Epoch 0: 9343 / 10000
Epoch 1: 9383 / 10000
Epoch 2: 9393 / 10000
Epoch 3: 9404 / 10000
Epoch 4: 9419 / 10000
Epoch 5: 9435 / 10000
Epoch 6: 9425 / 10000
Epoch 7: 9458 / 10000
Epoch 8: 9432 / 10000
Epoch 9: 9433 / 10000


And once we've trained a network it can be run very quickly indeed, on almost any computing platform

Rerun the above experiment, changing the number of hidden neurons to 100

In [59]:
net = network.Network([784, 100, 10])
net.SGD(training_data, 10, 10, 3.0, test_data=test_data)

Epoch 0: 6178 / 10000
Epoch 1: 7596 / 10000
Epoch 2: 7687 / 10000
Epoch 3: 7696 / 10000
Epoch 4: 7709 / 10000
Epoch 5: 7745 / 10000
Epoch 6: 7722 / 10000
Epoch 7: 7791 / 10000
Epoch 8: 7825 / 10000
Epoch 9: 8600 / 10000


This should improve results, but there is quite some variation in results for this experiment, and some training runs give results quite a bit worse. Using the techniques introduced in chapter 3 will greatly reduce the variation in performance across different training runs for our networks

Number of epochs of training, the mini-batch size, and the learning rate, η are known as hyper-parameters for our neural network, in order to distinguish them from the parameters (weights and biases) learnt by our learning algorithm. If we choose our hyper-parameters poorly, we can get bad results.

In general, debugging a neural network can be challenging. This is especially true when the initial choice of hyper-parameters produces results no better than random noise. We might worry not only about the learning rate, but about every other aspect of our neural network. We might wonder if we've initialized the weights and biases in a way that makes it hard for the network to learn?
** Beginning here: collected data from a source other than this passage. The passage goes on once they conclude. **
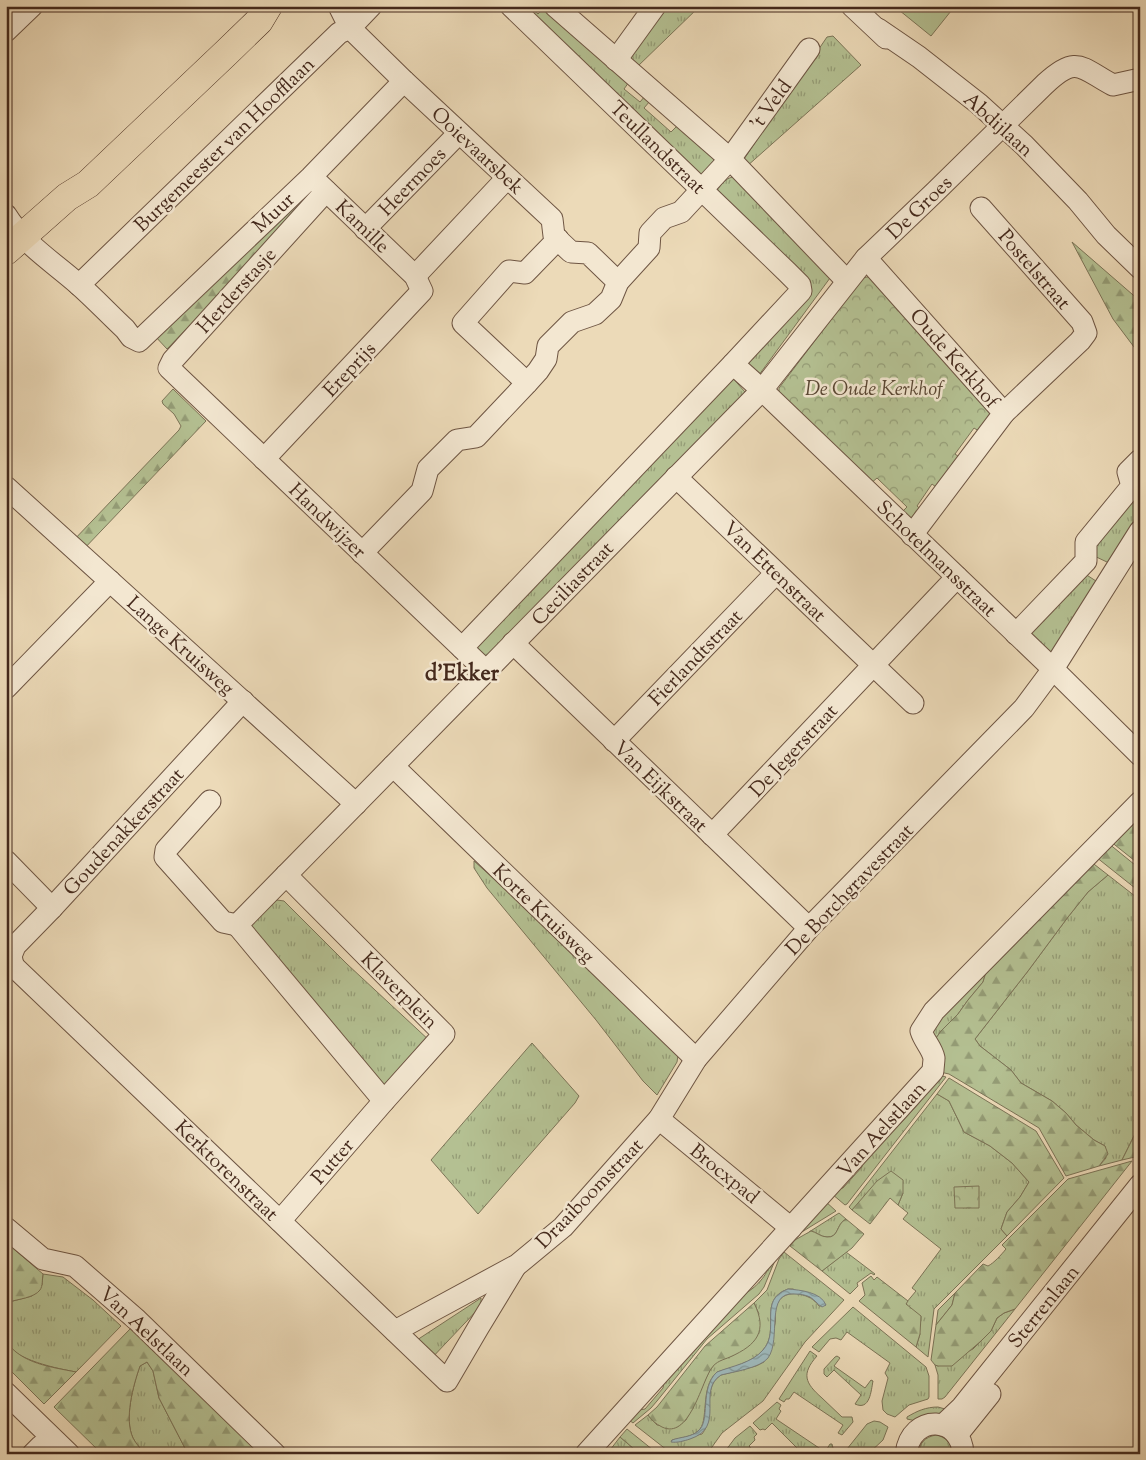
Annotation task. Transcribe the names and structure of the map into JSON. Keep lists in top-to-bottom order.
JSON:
{
  "streets": {
    "street": [
      "'t Veld",
      "Abdijlaan",
      "Burgemeester van Hoofflaan",
      "Teullandstraat",
      "Ooievaarsbek",
      "Heermoes",
      "De Groes",
      "Muur",
      "Kamille",
      "Postelstraat",
      "Herderstasje",
      "Oude Kerkhof",
      "Ereprijs",
      "Handwijzer",
      "Schotelmansstraat",
      "Van Ettenstraat",
      "Ceciliastraat",
      "Lange Kruisweg",
      "Fierlandtstraat",
      "De Jegerstraat",
      "Van Eijkstraat",
      "Goudenakkerstraat",
      "De Borchgravestraat",
      "Korte Kruisweg",
      "Klaverplein",
      "Van Aelstlaan",
      "Putter",
      "Kerktorenstraat",
      "Brocxpad",
      "Draaiboomstraat",
      "Sterrenlaan"
    ]
  },
  "crossings": [
    ["'t Veld", "Teullandstraat"],
    ["'t Veld", "Handwijzer"],
    ["Abdijlaan", "De Groes"],
    ["Burgemeester van Hoofflaan", "Ooievaarsbek"],
    ["Burgemeester van Hoofflaan", "Muur"],
    ["Teullandstraat", "De Groes"],
    ["Teullandstraat", "Ceciliastraat"],
    ["Ooievaarsbek", "Heermoes"],
    ["Ooievaarsbek", "Muur"],
    ["Heermoes", "Kamille"],
    ["De Groes", "Oude Kerkhof"],
    ["De Groes", "Ceciliastraat"],
    ["Muur", "Kamille"],
    ["Muur", "Herderstasje"],
    ["Kamille", "Herderstasje"],
    ["Kamille", "Ereprijs"],
    ["Postelstraat", "Oude Kerkhof"],
    ["Herderstasje", "Handwijzer"],
    ["Oude Kerkhof", "Schotelmansstraat"],
    ["Ereprijs", "Handwijzer"],
    ["Handwijzer", "Ceciliastraat"],
    ["Schotelmansstraat", "Ceciliastraat"],
    ["Schotelmansstraat", "De Jegerstraat"],
    ["Schotelmansstraat", "De Borchgravestraat"],
    ["Van Ettenstraat", "Ceciliastraat"],
    ["Van Ettenstraat", "Fierlandtstraat"],
    ["Van Ettenstraat", "De Jegerstraat"],
    ["Ceciliastraat", "Lange Kruisweg"],
    ["Ceciliastraat", "Van Eijkstraat"],
    ["Ceciliastraat", "Korte Kruisweg"],
    ["Ceciliastraat", "Klaverplein"],
    ["Lange Kruisweg", "Goudenakkerstraat"],
    ["Fierlandtstraat", "Van Eijkstraat"],
    ["De Jegerstraat", "Van Eijkstraat"],
    ["Van Eijkstraat", "De Borchgravestraat"],
    ["Goudenakkerstraat", "Kerktorenstraat"],
    ["De Borchgravestraat", "Korte Kruisweg"],
    ["De Borchgravestraat", "Brocxpad"],
    ["De Borchgravestraat", "Draaiboomstraat"],
    ["Klaverplein", "Putter"],
    ["Van Aelstlaan", "Brocxpad"],
    ["Putter", "Kerktorenstraat"],
    ["Kerktorenstraat", "Draaiboomstraat"],
    ["Brocxpad", "Draaiboomstraat"]
  ],
  "districts": ["d'Ekker"],
  "parks": ["De Oude Kerkhof"]
}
Or maybe we don't have enough training data to get meaningful learning? Perhaps we haven't run for enough epochs? Or maybe it's impossible for a neural network with this architecture to learn to recognize handwritten digits? Maybe the learning rate is too low? Or, maybe, the learning rate is too high? When you're coming to a problem for the first time, you're not always sure.
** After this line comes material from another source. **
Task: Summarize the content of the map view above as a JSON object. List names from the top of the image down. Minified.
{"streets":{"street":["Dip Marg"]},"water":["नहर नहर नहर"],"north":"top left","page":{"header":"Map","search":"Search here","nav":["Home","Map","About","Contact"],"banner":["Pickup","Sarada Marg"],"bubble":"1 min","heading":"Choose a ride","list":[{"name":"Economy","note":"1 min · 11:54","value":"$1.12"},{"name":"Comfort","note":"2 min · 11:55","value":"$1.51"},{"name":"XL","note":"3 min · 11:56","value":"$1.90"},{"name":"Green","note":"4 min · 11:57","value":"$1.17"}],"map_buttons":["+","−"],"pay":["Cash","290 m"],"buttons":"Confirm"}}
The lesson to take away from this is that debugging a neural network is not trivial, and, just as for ordinary programming, there is an art to it. You need to learn that art of debugging in order to get good results from neural networks. More generally, we need to develop heuristics for choosing good hyper-parameters and a good architecture.